# Collected data
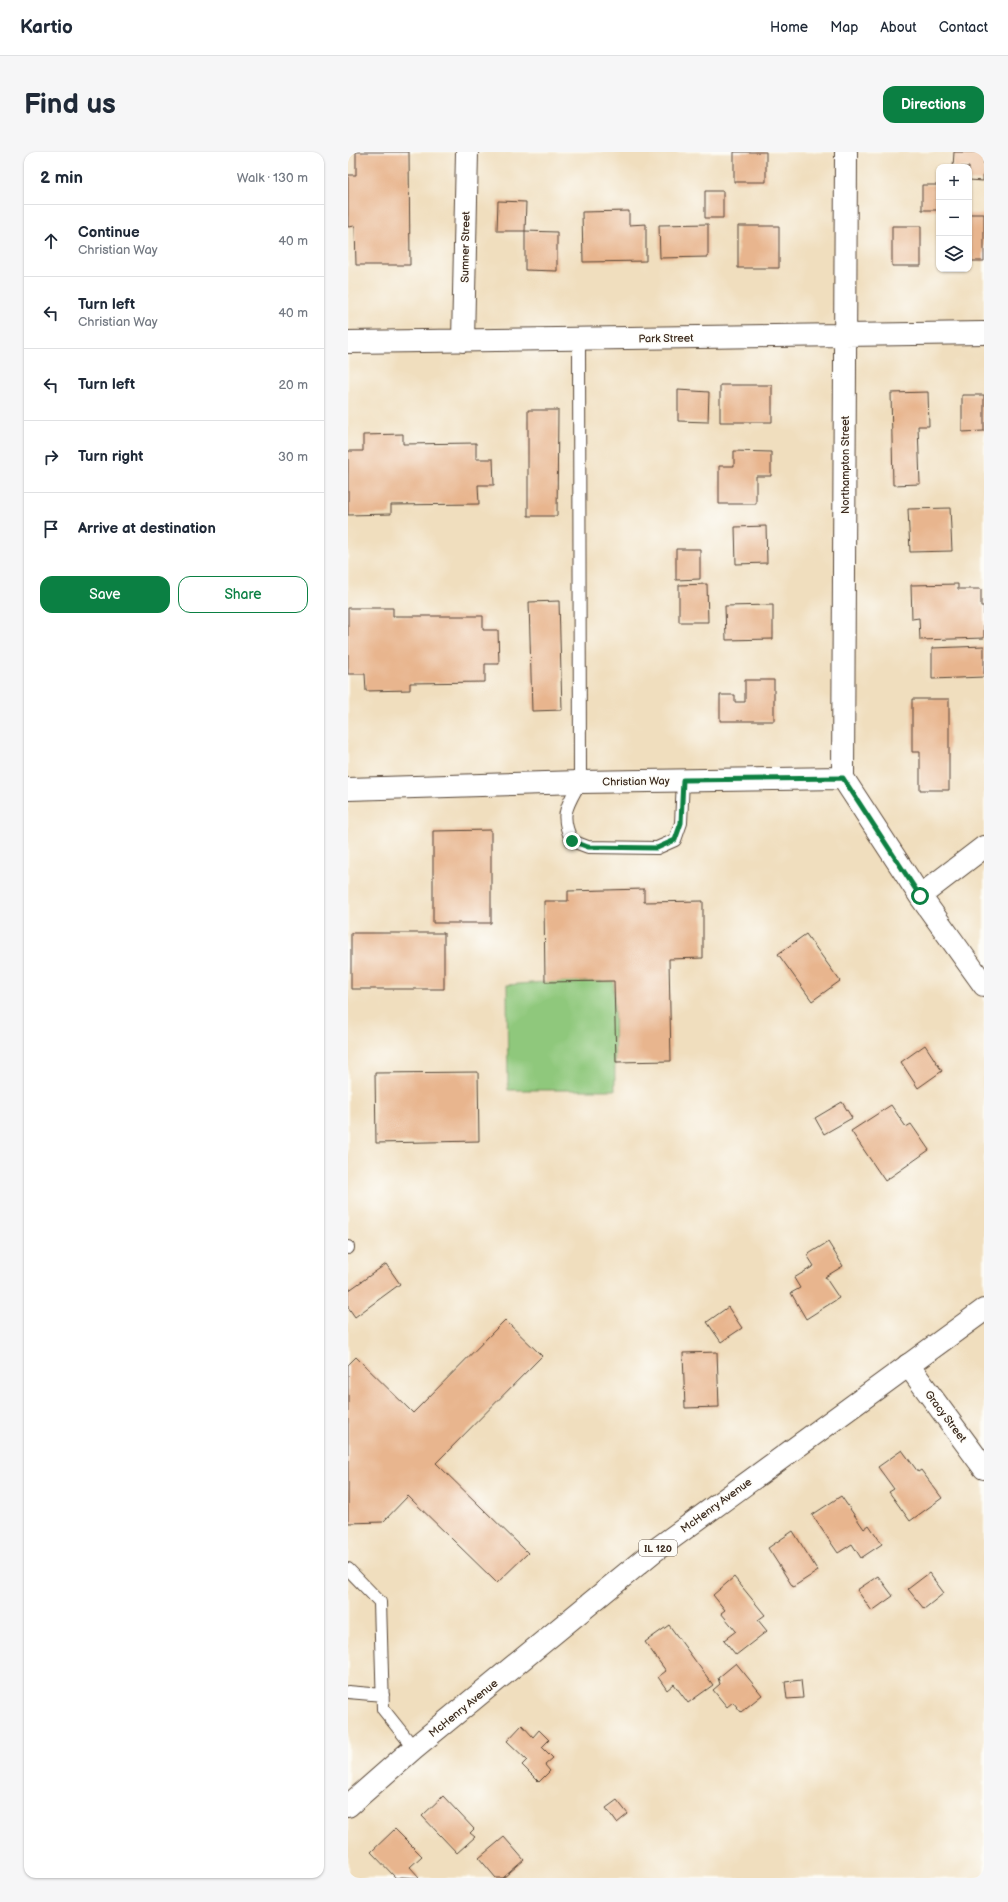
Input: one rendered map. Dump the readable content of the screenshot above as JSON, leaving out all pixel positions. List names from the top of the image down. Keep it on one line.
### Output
{"streets":{"street":["Sumner Street","Park Street","Northampton Street","Christian Way","Gracy Street","McHenry Avenue","IL 120"]},"crossings":[["Sumner Street","Park Street"],["Park Street","Northampton Street"],["Northampton Street","Christian Way"],["Gracy Street","McHenry Avenue"]],"page":{"header":"Kartio","nav":["Home","Map","About","Contact"],"buttons":["Directions",["Save","Share"]],"title":"Find us","heading":["2 min","Walk · 130 m"],"map_buttons":["+","−"],"list":[["Continue","Christian Way","40 m"],["Turn left","Christian Way","40 m"],["Turn left","20 m"],["Turn right","30 m"],"Arrive at destination"]}}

# Task directions
In the copy, include no pictures; everything else in the material should be written out exactly.

# Task solution
Input: one rendered map. Dump the readable content of the screenshot above as JSON, leaving out all pixel positions. List names from the top of the image down. Keep it on one line.
### Output
{"streets":{"street":["Sumner Street","Park Street","Northampton Street","Christian Way","Gracy Street","McHenry Avenue","IL 120"]},"crossings":[["Sumner Street","Park Street"],["Park Street","Northampton Street"],["Northampton Street","Christian Way"],["Gracy Street","McHenry Avenue"]],"page":{"header":"Kartio","nav":["Home","Map","About","Contact"],"buttons":["Directions",["Save","Share"]],"title":"Find us","heading":["2 min","Walk · 130 m"],"map_buttons":["+","−"],"list":[["Continue","Christian Way","40 m"],["Turn left","Christian Way","40 m"],["Turn left","20 m"],["Turn right","30 m"],"Arrive at destination"]}}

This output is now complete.